• _Exercise requirements_
In your copy, leave out the pictures; write out all the data exactly.

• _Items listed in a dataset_
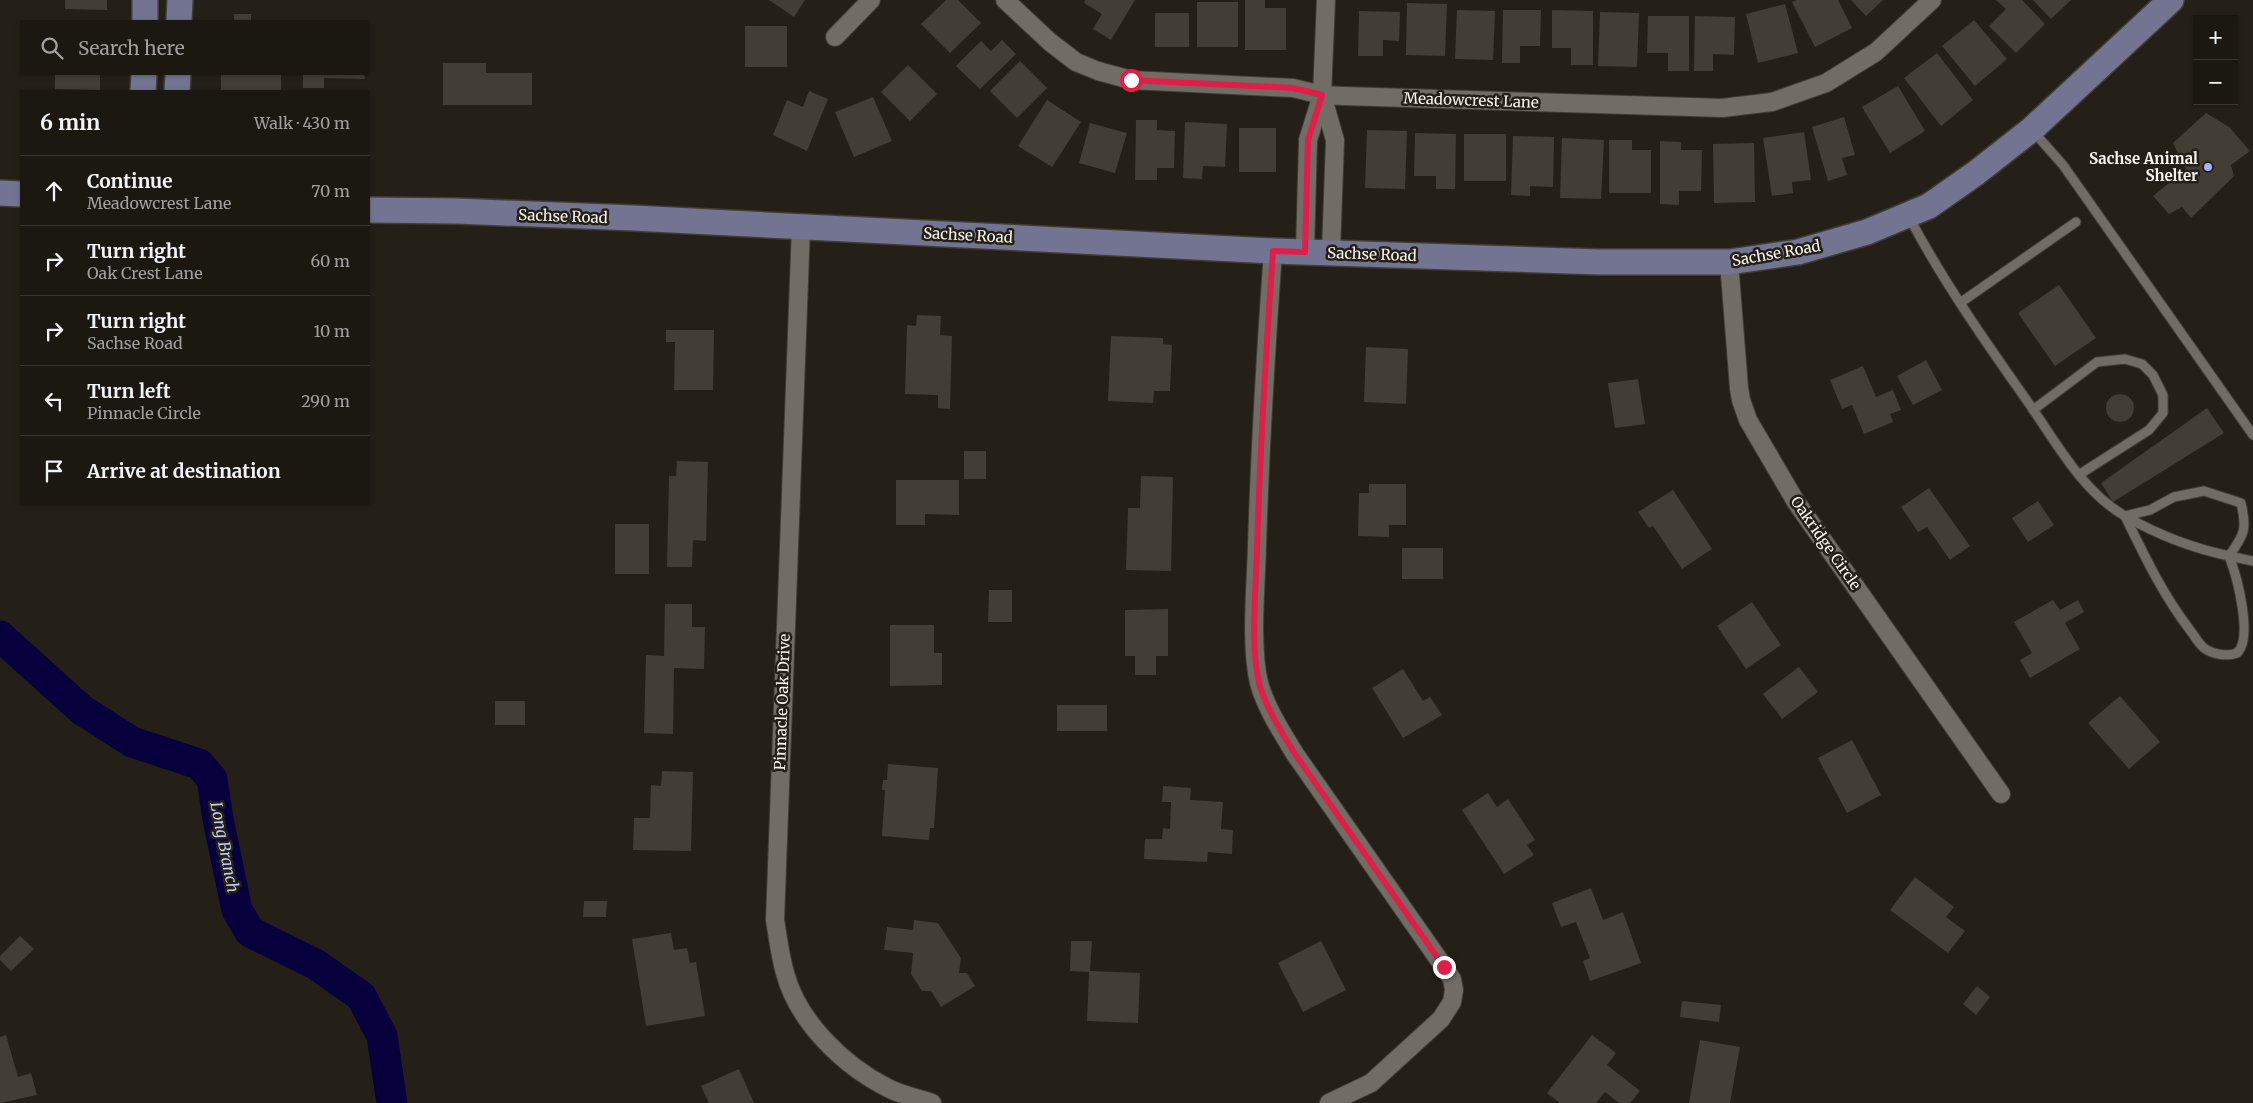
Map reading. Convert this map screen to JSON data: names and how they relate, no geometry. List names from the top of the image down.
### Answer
{
  "streets": {
    "main road": ["Sachse Road"],
    "street": ["Meadowcrest Lane", "Oakridge Circle", "Pinnacle Oak Drive"]
  },
  "crossings": [
    ["Sachse Road", "Oakridge Circle"],
    ["Sachse Road", "Pinnacle Oak Drive"]
  ],
  "water": ["Long Branch"],
  "places": ["Sachse Animal Shelter"],
  "page": {
    "map_buttons": ["+", "−"],
    "search": "Search here",
    "heading": ["6 min", "Walk · 430 m"],
    "list": [
      ["Continue", "Meadowcrest Lane", "70 m"],
      ["Turn right", "Oak Crest Lane", "60 m"],
      ["Turn right", "Sachse Road", "10 m"],
      ["Turn left", "Pinnacle Circle", "290 m"],
      "Arrive at destination"
    ]
  }
}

• _Output for this task_
Map reading. Convert this map screen to JSON data: names and how they relate, no geometry. List names from the top of the image down.
### Answer
{
  "streets": {
    "main road": ["Sachse Road"],
    "street": ["Meadowcrest Lane", "Oakridge Circle", "Pinnacle Oak Drive"]
  },
  "crossings": [
    ["Sachse Road", "Oakridge Circle"],
    ["Sachse Road", "Pinnacle Oak Drive"]
  ],
  "water": ["Long Branch"],
  "places": ["Sachse Animal Shelter"],
  "page": {
    "map_buttons": ["+", "−"],
    "search": "Search here",
    "heading": ["6 min", "Walk · 430 m"],
    "list": [
      ["Continue", "Meadowcrest Lane", "70 m"],
      ["Turn right", "Oak Crest Lane", "60 m"],
      ["Turn right", "Sachse Road", "10 m"],
      ["Turn left", "Pinnacle Circle", "290 m"],
      "Arrive at destination"
    ]
  }
}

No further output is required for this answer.